这就是沈温许回家的这三天里见到的顾玉宁。

不应该是这样的。

顾玉宁不应该是这样的。

至少在沈温许眼中,他的弟弟不应该这样。

顾玉宁很爱笑,顾玉宁笑起来的时候也最好看。

大学的这四年,沈温许没有要家里的一分钱,所有学费和创业的费用都是他打零工和靠奖学金赚出来的。

每当他要坚持不住的时候,都会想一想顾玉宁。

记忆中的少年很活泼,笑起来明媚又灿烂,虎牙很小,见到他会不顾一切地跑过来,头发蓬松地扑到他怀里,软着嗓音喊一声“哥哥”。

身后仿佛永远都披着耀眼的阳光。

沈温许虽然冷漠,但不代表他不在乎顾玉宁。

“……哭什么?”

“……”

顾玉宁窝在沈温许怀中,鼻尖泛红,牵连着眼尾也是红的,手指紧攥,哪怕指甲嵌入肉里都没有发出一丝声音。

“哥……”

顾玉宁声音很抖,他闻着沈温许身上的冷香,眼泪掉得更加厉害。

哪怕沈温许没有对他表现出嫌恶的情绪,可顾玉宁还是觉得自己恶心。

他太脏了。

过去的一年里,顾玉宁身上的每寸皮肤都被腥臭的精液涂抹过,一开始他还会哭,会害怕,可哭得越是厉害,就被人弄得越是狼狈,直到连一丝声音都发不出来为止。

在养父们的恶行下,爱笑的顾玉宁终于变成了哑巴。

“玉宁?”紧紧抱着他的沈温许道。

这轻得让人有些恍惚的声音,让顾玉宁从过往的噩梦中挣扎出来,漆黑睫羽被泪水打湿,眼泪如同断了线的珍珠般不断滚出。

他在哭。

却哭得没有一丝声音。

少年那张精致到不正常的面容上布满泪痕,他每落下一颗泪水,都将沈温许凌迟。

好像过了很久,又好像只过去了一秒。

安静到半点声音都没有的房间里,顾玉宁哑声道:“哥,我……我想回去……”

“去哪?”

“不、不去哪,就……回去。”

顾玉宁说得很抖,他知道沈温许清楚他和养父们之间发生的一切,但只要沈温许没有摊开说明,那顾玉宁就不会把这些事情挑破。

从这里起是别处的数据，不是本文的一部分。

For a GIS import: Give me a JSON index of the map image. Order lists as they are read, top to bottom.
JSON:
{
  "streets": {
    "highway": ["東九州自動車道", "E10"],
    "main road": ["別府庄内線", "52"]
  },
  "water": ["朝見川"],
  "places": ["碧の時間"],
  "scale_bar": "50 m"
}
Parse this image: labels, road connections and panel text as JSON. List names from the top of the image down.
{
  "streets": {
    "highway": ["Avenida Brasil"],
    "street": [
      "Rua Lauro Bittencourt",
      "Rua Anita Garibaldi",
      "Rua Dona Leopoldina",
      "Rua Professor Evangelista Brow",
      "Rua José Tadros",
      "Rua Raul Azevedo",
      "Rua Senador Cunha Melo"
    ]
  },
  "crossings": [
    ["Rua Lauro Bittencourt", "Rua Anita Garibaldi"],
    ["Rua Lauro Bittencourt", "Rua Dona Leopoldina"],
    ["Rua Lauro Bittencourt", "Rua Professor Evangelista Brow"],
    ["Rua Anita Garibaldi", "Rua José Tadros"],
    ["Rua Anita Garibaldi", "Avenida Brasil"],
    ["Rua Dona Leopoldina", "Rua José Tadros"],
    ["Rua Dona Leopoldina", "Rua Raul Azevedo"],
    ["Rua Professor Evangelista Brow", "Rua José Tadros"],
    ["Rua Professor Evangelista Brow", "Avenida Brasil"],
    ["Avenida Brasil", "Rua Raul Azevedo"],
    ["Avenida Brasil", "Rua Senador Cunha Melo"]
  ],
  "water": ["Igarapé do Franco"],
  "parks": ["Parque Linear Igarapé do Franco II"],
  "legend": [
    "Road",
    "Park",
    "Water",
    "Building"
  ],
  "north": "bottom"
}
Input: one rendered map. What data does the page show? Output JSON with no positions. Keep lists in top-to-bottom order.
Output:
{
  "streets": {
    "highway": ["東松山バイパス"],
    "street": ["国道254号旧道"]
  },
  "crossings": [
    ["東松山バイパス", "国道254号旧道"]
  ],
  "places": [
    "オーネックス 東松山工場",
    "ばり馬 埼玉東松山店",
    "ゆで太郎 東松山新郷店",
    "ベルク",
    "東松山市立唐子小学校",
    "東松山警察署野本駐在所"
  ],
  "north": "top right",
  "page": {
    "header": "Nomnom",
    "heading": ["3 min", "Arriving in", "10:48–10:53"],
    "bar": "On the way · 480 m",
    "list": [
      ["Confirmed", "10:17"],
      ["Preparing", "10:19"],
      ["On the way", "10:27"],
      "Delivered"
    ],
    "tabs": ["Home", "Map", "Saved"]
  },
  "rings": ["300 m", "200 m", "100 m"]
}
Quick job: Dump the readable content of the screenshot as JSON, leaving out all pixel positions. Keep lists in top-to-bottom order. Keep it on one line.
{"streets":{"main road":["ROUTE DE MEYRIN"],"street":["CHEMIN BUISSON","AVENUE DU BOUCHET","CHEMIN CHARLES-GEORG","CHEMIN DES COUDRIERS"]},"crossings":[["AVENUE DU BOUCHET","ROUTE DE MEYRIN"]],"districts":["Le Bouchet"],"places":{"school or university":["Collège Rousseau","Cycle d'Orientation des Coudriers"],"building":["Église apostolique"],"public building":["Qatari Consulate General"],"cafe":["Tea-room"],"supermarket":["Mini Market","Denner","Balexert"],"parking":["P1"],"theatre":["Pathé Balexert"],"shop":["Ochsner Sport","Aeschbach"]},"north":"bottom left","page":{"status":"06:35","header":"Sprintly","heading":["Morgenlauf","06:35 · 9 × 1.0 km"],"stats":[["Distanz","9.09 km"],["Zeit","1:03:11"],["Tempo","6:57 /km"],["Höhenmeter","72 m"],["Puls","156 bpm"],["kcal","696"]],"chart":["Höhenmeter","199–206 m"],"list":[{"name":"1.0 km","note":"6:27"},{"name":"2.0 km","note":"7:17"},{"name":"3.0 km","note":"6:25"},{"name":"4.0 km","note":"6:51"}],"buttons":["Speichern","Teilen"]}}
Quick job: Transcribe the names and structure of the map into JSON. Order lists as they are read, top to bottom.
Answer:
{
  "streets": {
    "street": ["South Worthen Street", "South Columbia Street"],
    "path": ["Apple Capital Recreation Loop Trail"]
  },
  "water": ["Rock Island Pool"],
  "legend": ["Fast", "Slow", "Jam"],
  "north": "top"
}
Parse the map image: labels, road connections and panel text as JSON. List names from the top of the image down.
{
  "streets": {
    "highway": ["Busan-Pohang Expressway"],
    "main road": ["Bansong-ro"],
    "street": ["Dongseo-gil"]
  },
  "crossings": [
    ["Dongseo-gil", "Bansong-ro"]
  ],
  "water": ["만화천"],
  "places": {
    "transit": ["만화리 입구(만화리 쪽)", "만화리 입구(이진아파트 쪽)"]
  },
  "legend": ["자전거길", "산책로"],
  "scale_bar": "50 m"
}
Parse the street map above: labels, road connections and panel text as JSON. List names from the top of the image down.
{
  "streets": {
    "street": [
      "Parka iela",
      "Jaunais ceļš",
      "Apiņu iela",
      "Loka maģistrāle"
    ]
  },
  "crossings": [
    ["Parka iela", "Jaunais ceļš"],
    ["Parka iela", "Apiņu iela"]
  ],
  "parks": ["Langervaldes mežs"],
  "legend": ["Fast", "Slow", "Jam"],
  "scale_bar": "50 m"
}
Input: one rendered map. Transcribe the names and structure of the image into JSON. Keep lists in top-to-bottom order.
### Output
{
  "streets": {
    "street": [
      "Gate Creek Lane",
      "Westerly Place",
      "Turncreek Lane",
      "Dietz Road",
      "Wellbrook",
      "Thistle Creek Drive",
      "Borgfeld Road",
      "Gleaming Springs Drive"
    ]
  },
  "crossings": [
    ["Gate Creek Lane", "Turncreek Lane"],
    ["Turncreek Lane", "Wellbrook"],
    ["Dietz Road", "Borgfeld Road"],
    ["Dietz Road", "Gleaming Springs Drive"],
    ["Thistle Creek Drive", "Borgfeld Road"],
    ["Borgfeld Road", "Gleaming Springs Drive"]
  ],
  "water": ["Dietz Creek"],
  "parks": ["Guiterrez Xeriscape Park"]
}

手轻轻从沈温许身上拿开,在顾玉宁整个人即将离开时,沈温许伸出手,却徒劳地触碰到一团空气。

房门被人打开,又轻轻关上。

从始至终,沈温许都没有出口说过一句话,他只是平静的以一个哥哥的身份,尊重着顾玉宁的所有选择。

哪怕顾玉宁即将踏入地狱。

书房门口。

顾玉宁面色微白地站在这里,止住呼吸,指甲死死掐着指腹,直到濒临死亡的恐惧感来袭,他才大口大口地呼吸起来。

费力伸手,苍白的手指屈起,轻轻敲了敲门。

每一声“叩”,都在他紧绷的神经上打着转。

不多时,房门被人从里打开,一如先前他停在沈温许门前一样,只不过门内的人换成了他的爸爸——沈逸。

男人五官俊朗,高挺的鼻梁上架着一副金丝眼镜,站在门后静静看着面前不安的养子,在察觉到顾玉宁细微地颤抖后,沈逸原本没什么表情的脸上突然露出一丝笑意,他声音轻得可怕,“玉宁怎么在这儿?”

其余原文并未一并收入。